> **TASK OBJECTIVE**:
Please reproduce the lines of the records below from the one holding "Find all labels, markers" through the one holding "Enumerate all street", inclusive, skipping all pictures.

▬▬▬

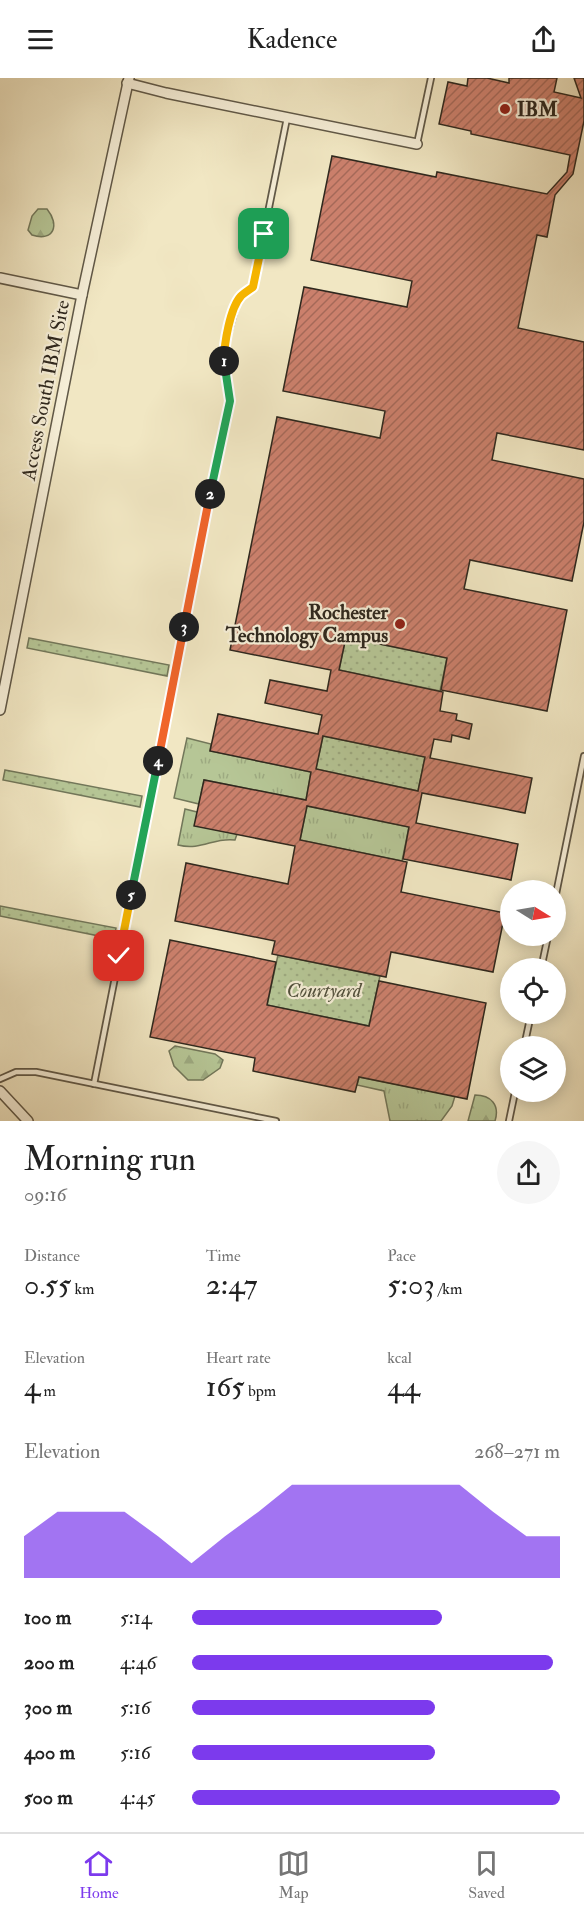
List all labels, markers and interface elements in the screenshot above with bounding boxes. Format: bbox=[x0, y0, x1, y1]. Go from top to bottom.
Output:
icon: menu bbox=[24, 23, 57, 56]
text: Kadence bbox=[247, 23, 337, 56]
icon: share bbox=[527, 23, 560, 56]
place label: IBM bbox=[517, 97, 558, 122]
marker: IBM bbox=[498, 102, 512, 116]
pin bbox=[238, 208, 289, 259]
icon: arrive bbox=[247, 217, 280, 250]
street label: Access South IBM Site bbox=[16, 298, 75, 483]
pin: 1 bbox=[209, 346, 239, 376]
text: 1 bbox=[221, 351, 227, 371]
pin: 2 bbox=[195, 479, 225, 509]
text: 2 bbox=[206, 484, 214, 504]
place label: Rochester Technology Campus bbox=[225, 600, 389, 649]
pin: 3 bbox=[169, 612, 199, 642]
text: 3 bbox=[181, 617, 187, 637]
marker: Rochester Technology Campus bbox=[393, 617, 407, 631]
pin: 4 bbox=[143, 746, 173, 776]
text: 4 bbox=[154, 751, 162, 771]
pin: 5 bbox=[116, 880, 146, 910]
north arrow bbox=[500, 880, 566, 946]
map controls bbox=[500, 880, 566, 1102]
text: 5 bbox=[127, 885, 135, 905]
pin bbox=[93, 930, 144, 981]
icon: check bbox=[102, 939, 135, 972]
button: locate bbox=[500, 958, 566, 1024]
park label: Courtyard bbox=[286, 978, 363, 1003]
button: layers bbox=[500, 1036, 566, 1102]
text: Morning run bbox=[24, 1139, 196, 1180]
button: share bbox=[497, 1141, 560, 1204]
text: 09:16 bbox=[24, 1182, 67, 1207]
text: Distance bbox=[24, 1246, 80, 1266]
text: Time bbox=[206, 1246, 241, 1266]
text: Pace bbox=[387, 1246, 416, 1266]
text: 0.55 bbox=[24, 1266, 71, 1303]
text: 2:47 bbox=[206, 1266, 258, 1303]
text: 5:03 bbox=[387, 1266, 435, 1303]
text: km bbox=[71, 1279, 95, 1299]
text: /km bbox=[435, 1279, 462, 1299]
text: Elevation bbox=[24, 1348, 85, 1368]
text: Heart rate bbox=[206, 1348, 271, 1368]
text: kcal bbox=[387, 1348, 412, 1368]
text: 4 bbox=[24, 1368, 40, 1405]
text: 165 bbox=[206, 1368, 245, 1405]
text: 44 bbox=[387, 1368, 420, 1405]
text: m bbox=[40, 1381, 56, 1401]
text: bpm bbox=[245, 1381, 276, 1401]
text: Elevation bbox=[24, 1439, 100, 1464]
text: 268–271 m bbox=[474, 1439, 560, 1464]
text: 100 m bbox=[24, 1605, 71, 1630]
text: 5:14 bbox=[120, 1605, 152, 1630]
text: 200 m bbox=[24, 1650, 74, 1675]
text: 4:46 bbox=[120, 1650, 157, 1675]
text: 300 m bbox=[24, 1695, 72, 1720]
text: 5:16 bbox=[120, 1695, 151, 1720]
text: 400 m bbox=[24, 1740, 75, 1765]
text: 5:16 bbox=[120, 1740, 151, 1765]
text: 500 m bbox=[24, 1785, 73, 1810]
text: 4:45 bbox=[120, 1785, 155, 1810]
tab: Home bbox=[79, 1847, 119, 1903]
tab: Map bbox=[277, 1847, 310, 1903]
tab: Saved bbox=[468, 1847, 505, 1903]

▬▬▬

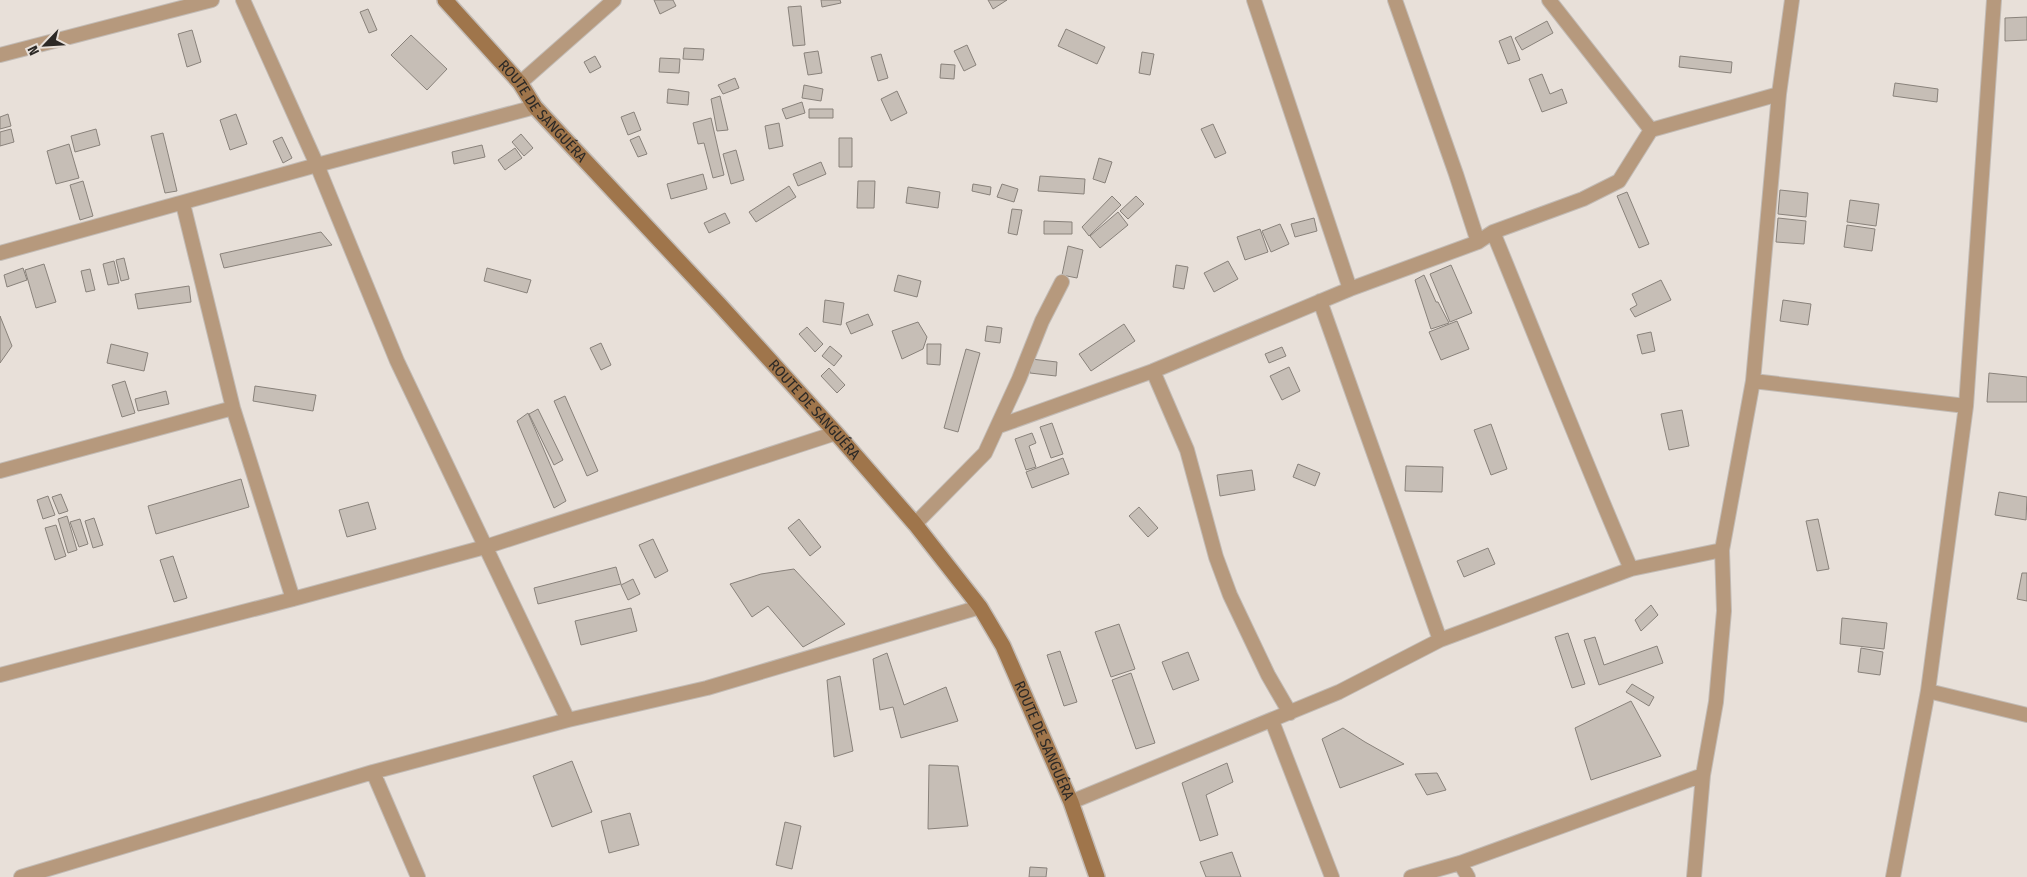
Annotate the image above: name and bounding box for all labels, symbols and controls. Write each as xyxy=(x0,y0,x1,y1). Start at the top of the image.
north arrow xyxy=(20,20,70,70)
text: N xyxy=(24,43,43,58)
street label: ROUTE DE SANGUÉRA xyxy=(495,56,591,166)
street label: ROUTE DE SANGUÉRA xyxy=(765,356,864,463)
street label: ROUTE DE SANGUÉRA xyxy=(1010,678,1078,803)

▬▬▬

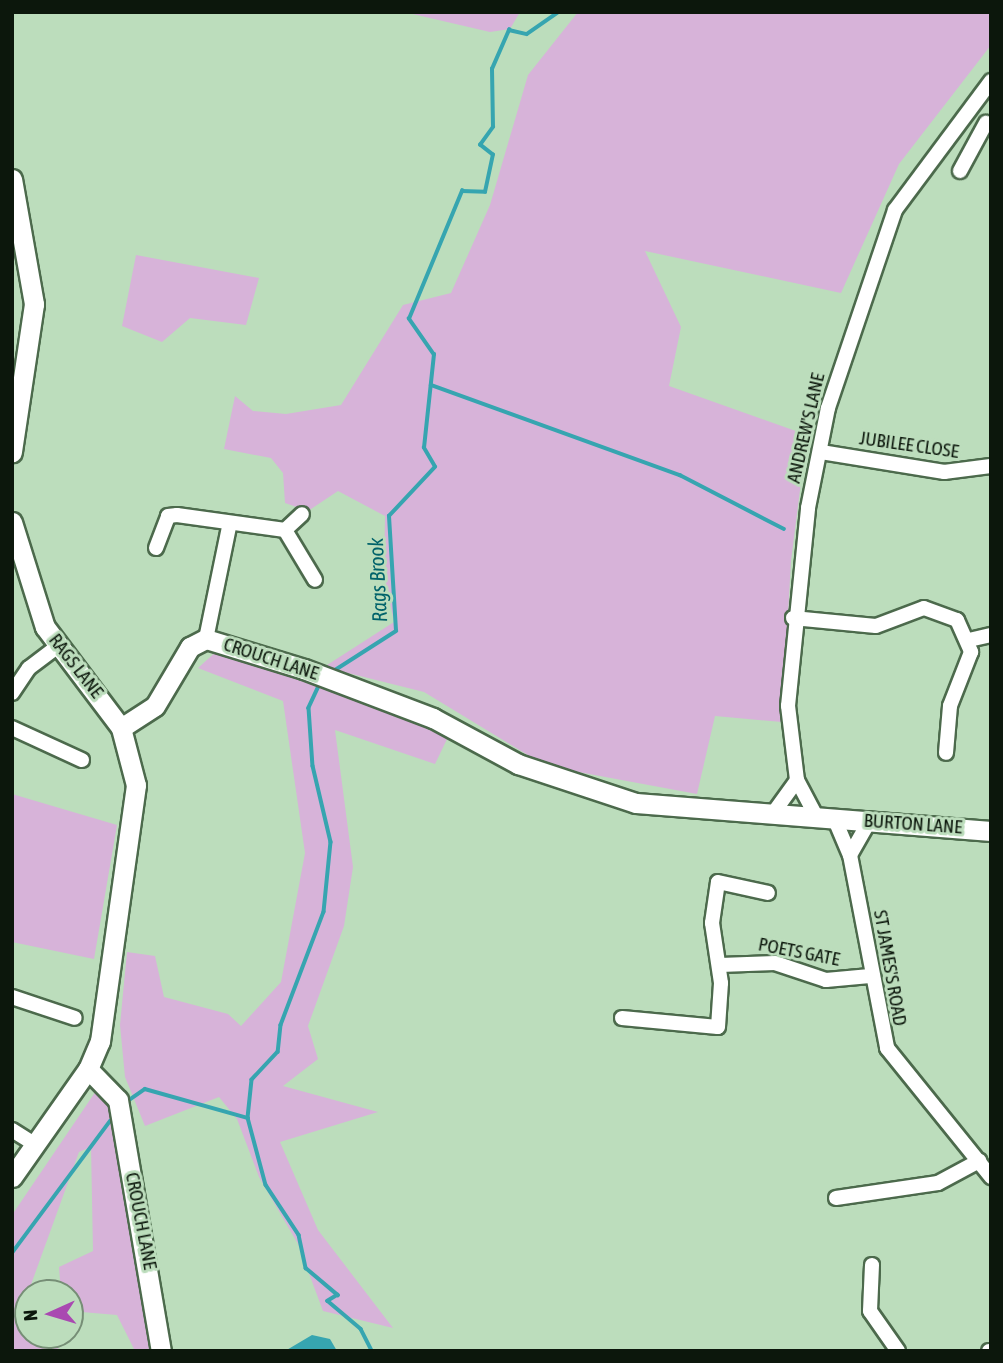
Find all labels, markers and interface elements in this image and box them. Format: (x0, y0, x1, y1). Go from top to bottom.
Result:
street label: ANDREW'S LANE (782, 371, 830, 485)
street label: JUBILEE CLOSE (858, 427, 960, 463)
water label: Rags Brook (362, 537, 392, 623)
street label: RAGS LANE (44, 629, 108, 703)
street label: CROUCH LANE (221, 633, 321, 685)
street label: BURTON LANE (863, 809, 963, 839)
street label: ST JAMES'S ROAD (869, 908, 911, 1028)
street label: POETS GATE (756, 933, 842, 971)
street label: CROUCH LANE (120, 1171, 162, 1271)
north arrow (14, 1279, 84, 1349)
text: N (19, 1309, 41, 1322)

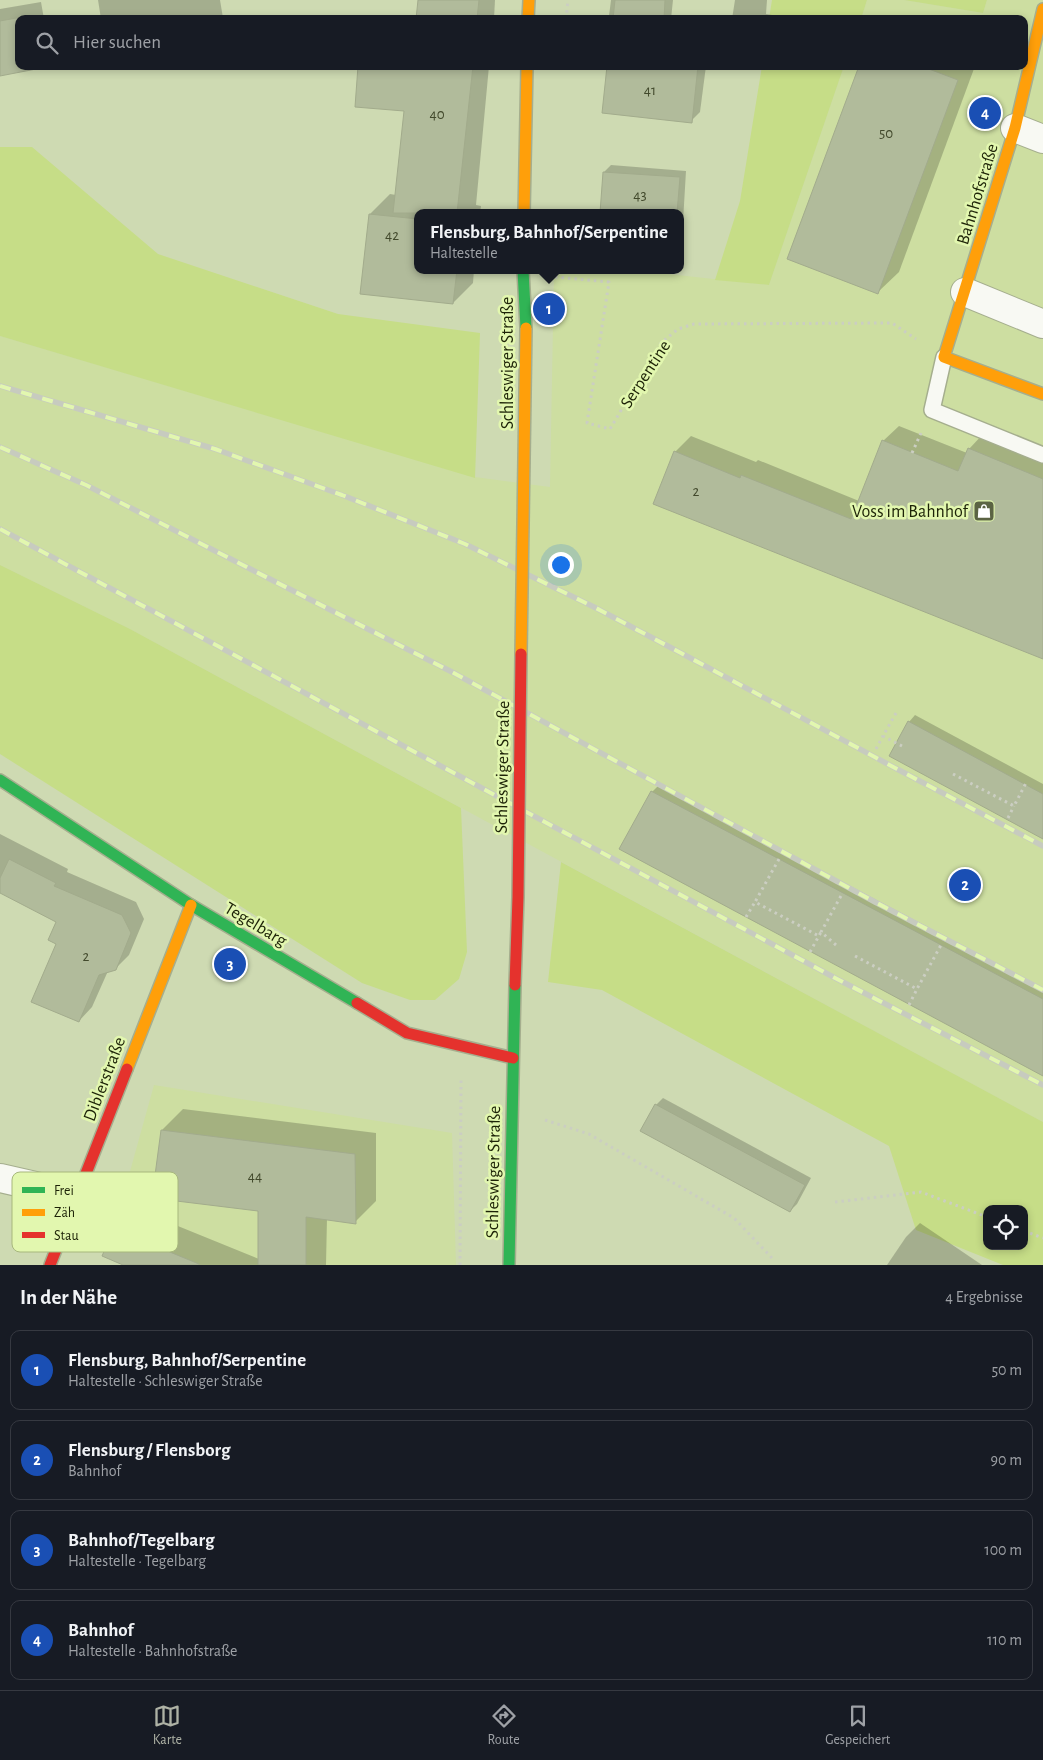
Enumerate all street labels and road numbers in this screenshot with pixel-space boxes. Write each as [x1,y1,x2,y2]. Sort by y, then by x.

▬▬▬

> **REPLY**:
Find all labels, markers and interface elements in this image and box them. Format: (x0, y0, x1, y1). Go from top to bottom.
Result:
street label: ANDREW'S LANE (782, 371, 830, 485)
street label: JUBILEE CLOSE (858, 427, 960, 463)
water label: Rags Brook (362, 537, 392, 623)
street label: RAGS LANE (44, 629, 108, 703)
street label: CROUCH LANE (221, 633, 321, 685)
street label: BURTON LANE (863, 809, 963, 839)
street label: ST JAMES'S ROAD (869, 908, 911, 1028)
street label: POETS GATE (756, 933, 842, 971)
street label: CROUCH LANE (120, 1171, 162, 1271)
north arrow (14, 1279, 84, 1349)
text: N (19, 1309, 41, 1322)

Enumerate all street labels and road numbers in this screenshot with pixel-space boxes. Write each as [x1,y1,x2,y2]. Sort by y, then by x.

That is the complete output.